P.S.: A segunda imagem é a do disco da entrevista com o Manuelzão em formato EP. Eu, desde criancinha, sempre adorei ouvi-lo.

P.S.2: Papai humildemente me pedia dicas de traços, expressões, poses e nomes para as suas obras desde que eu era pequenina. Aprendi muito com ele.

20210308

Psicologia Reversa



Num momento de profunda imersão, de repente passamos a nos questionar.


- Se sonhos não envelhecem, por que é que você pronunciou, como se fosse Deus, que "o sonho acabou"? Você pensa que o matou?

- Mulher, estava tão absorto em mim mesmo, até que, confessando bem, perdi o controle...

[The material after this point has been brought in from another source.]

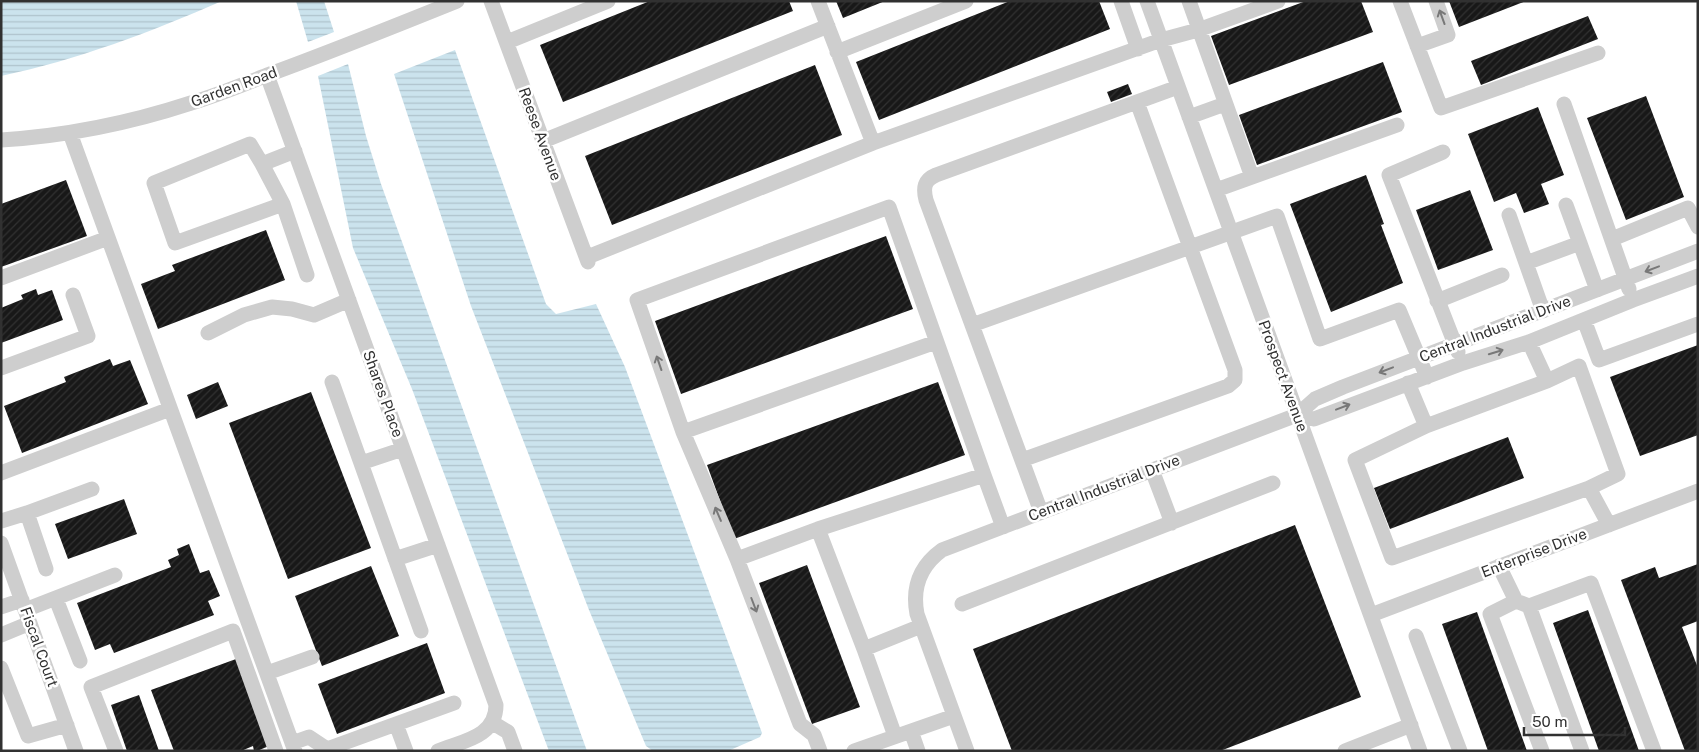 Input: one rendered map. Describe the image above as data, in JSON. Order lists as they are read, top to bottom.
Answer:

- Perdeu o controle de quê? [...] Ei, está se sentindo mal?

- Ah... Desculpe, foi só um lapso de memória [bebericando algo]. Mas, continuando, perdi o controle da minha própria vida pessoal. E quando me percebi superexposto, era tarde demais. Deveras achei interessante a tua questão sobre os sonhos, porque foi a partir daí que a minha perspectiva de vida mudou, claramente. Tentei entrar em estado de plena reclusão junto à minha companheira e até reneguei a amizade para com os meus ex-companheiros de banda. No entanto, tudo virou um inferno.

- Entendi. [...] A fama parece ser traiçoeira. Sonhar te levou a uma visão negativa? Fama e sonhos se cruzam? Me desculpe a invasão...

- De certa forma, creio que sim. Estou cansado, na verdade.

- Pulsão da minha vida: sonhos reais.

- Hmmm...

- Sim. Porque o que seria de mim sem criar expectativas, sem acreditar num Ser Supremo e sem acreditar naquilo que sou? Afinal de contas, somos humanos e...

- Cof! Eu era humano.

- [Contemplando, apenas, uma imagem estática.]


Virei as costas para ele. Num rompante, me senti real (ah, bem calejada!).



Fotografia por Maria Rita - Exposição Aretuza Moura.